A first version of the work was shown in the group exhibition “Unfold a Place”, curated by Sara Rossling, at the Ottilia Adelborg Museum in Gagnef in the summer of 2018. As in previous exhibitions, Kristina Bength created an installation of paintings hanging in wires, this time in parallel rows so that a corridor was formed. Each painting was perforated by a small peephole, through which the viewer could see the motif in the painting on the opposite side, as a twofold perspective. The composition of the work also has a connection to the museum’s founder Ottilia Adelborg (1855–1936) and to the Swedish artist Maria Nordin. In both cases, there is a dialogue about the mechanisms of creativity and how a new, freestanding subject emerges during these processes. In the works Punctuated Spectra [in Parallel]for example, Maria Nordin gave color instructions to some of Kristina Bength’s paintings, whose motifs are taken from archives and storages for stage design. The collaboration between the artists already began within the project and the group exhibition “Thinking Through Painting” (2014). Together they created paintings by sending them back and forth to each other, as if emerging a kind of third subject.
The installation that is now on display at Gallery Flach origins from works that were shown in Gagnef. Seen from the outside, a double perspective is possible, while viewers who are on the inside of the installation are surrounded by a defining space of individual perspectives. The motifs alternate, and the function of the painting varies between being both an image and an optical instrument. The viewer is centered on his or her own perception and can, kaleidoscopically, compose an independent story.

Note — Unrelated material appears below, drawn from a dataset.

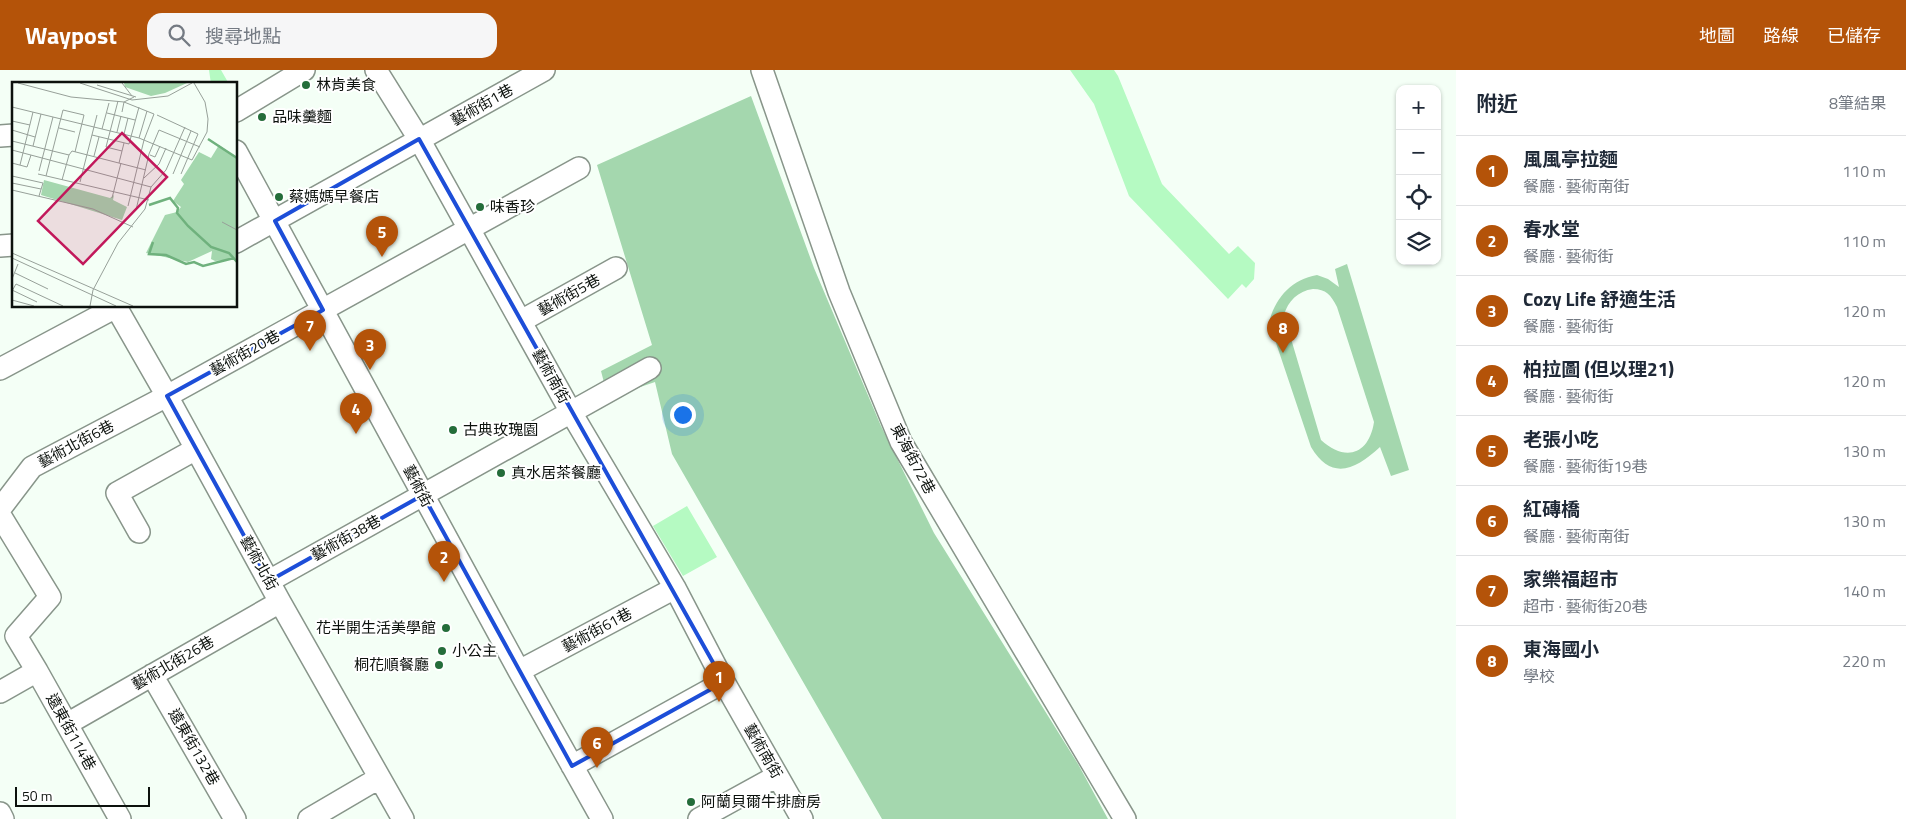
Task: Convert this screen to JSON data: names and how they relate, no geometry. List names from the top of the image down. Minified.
{"streets":{"street":["藝術街1巷","藝術街5巷","藝術街20巷","藝術南街","藝術北街6巷","東海街72巷","藝術街","藝術街38巷","藝術北街","藝術街61巷","藝術北街26巷","遠東街114巷","遠東街132巷"]},"crossings":[["藝術街1巷","藝術南街"],["藝術街1巷","藝術街"],["藝術街5巷","藝術南街"],["藝術街20巷","藝術南街"],["藝術街20巷","藝術北街6巷"],["藝術街20巷","藝術街"],["藝術街20巷","藝術北街"],["藝術南街","藝術街38巷"],["藝術南街","藝術街61巷"],["藝術北街6巷","藝術北街"],["藝術街","藝術街38巷"],["藝術街","藝術街61巷"],["藝術街38巷","藝術北街"],["藝術北街","藝術北街26巷"],["藝術北街26巷","遠東街114巷"],["藝術北街26巷","遠東街132巷"]],"places":["林肯美食","品味羹麵","蔡媽媽早餐店","味香珍","古典玫瑰園","真水居茶餐廳","花半開生活美學館","小公主","桐花順餐廳","阿蘭貝爾牛排廚房"],"scale_bar":"50 m","page":{"header":"Waypost","search":"搜尋地點","nav":["地圖","路線","已儲存"],"heading":["附近","8筆結果"],"map_buttons":["+","−"],"list":[{"mark":"1","name":"風風亭拉麵","note":"餐廳 · 藝術南街","value":"110 m"},{"mark":"2","name":"春水堂","note":"餐廳 · 藝術街","value":"110 m"},{"mark":"3","name":"Cozy Life 舒適生活","note":"餐廳 · 藝術街","value":"120 m"},{"mark":"4","name":"柏拉圖 (但以理21)","note":"餐廳 · 藝術街","value":"120 m"},{"mark":"5","name":"老張小吃","note":"餐廳 · 藝術街19巷","value":"130 m"},{"mark":"6","name":"紅磚橋","note":"餐廳 · 藝術南街","value":"130 m"},{"mark":"7","name":"家樂福超市","note":"超市 · 藝術街20巷","value":"140 m"},{"mark":"8","name":"東海國小","note":"學校","value":"220 m"}],"pins":["5","7","8","3","4","2","1","6"],"scale":"50 m"}}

Surrounded by the paintings and a variety of perspectives, Kristina Bength emphasizes a form of ”perspectivism” as she leads the viewer among images and spaces of memories and fantasies, as a literature that has just left the order of the text.
Kristina Bength lives and works in Stockholm. She is educated at the Gerlesborg School in Bohuslän, Valand Academy, Gothenburg and The Royal Institute of Art, Stockholm. She has had solo exhibitions at Galleri Flach in Stockholm, LM D gallery in Paris, Ahlbergshallen in Östersund, Ebelingmuseum in Eskilstuna, Kiruna City Hall and KonsthallenTrollhättan. She has exhibited in group-exhibitions at Uppsala Art Museum, Gävle Art Center and Hangmen Projects in Stockholm and participated in solo shows at Volta 13 in New York, Le Salon du Dessin Contemporain in Paris and Market Art Fair in Stockholm 2017. She has received one and two – yearly scholarship and project grant from the Swedish Arts Grants Commitee, the County Council of Dalarnas Kulturstipendium, Kirunastipendium, Byggnads Kulturstipendium, Axel Theofron Sandberg’s watercolor scholarship from The Royal Academy of the Arts, and Marianne and Sigvard Bernadotte’s Artists’ Fund scholarship.